### TASK TO COMPLETE
In how many lines of the records does the string "lists" appear? State only the number.

┄┄┄┄┄┄┄┄┄┄

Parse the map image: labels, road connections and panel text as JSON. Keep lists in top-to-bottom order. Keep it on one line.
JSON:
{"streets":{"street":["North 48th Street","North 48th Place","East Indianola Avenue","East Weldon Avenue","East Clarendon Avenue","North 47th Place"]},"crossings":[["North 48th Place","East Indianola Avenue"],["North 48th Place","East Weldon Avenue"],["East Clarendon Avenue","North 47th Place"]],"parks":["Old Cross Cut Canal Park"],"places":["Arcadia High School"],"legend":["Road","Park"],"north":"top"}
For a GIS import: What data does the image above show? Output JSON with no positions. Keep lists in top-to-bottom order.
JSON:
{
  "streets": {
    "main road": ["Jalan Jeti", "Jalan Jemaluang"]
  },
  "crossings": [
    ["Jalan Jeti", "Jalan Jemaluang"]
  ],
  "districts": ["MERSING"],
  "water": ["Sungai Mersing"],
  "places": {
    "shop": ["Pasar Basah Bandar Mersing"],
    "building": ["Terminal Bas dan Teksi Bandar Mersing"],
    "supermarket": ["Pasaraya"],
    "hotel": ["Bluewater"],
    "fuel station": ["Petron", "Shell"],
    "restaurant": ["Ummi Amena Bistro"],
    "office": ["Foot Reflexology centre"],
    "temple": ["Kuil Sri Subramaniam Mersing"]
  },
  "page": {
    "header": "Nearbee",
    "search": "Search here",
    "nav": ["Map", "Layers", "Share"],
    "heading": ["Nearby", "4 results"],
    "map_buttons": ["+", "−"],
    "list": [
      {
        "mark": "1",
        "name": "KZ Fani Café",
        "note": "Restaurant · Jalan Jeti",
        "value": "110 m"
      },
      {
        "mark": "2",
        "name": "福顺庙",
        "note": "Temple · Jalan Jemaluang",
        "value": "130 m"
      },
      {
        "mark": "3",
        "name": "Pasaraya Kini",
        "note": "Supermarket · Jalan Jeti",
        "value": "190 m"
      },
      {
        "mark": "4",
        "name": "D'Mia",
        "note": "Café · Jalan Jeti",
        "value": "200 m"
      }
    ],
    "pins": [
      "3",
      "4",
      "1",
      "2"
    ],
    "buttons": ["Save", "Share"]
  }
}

┄┄┄┄┄┄┄┄┄┄

### EXERCISE SOLUTION
2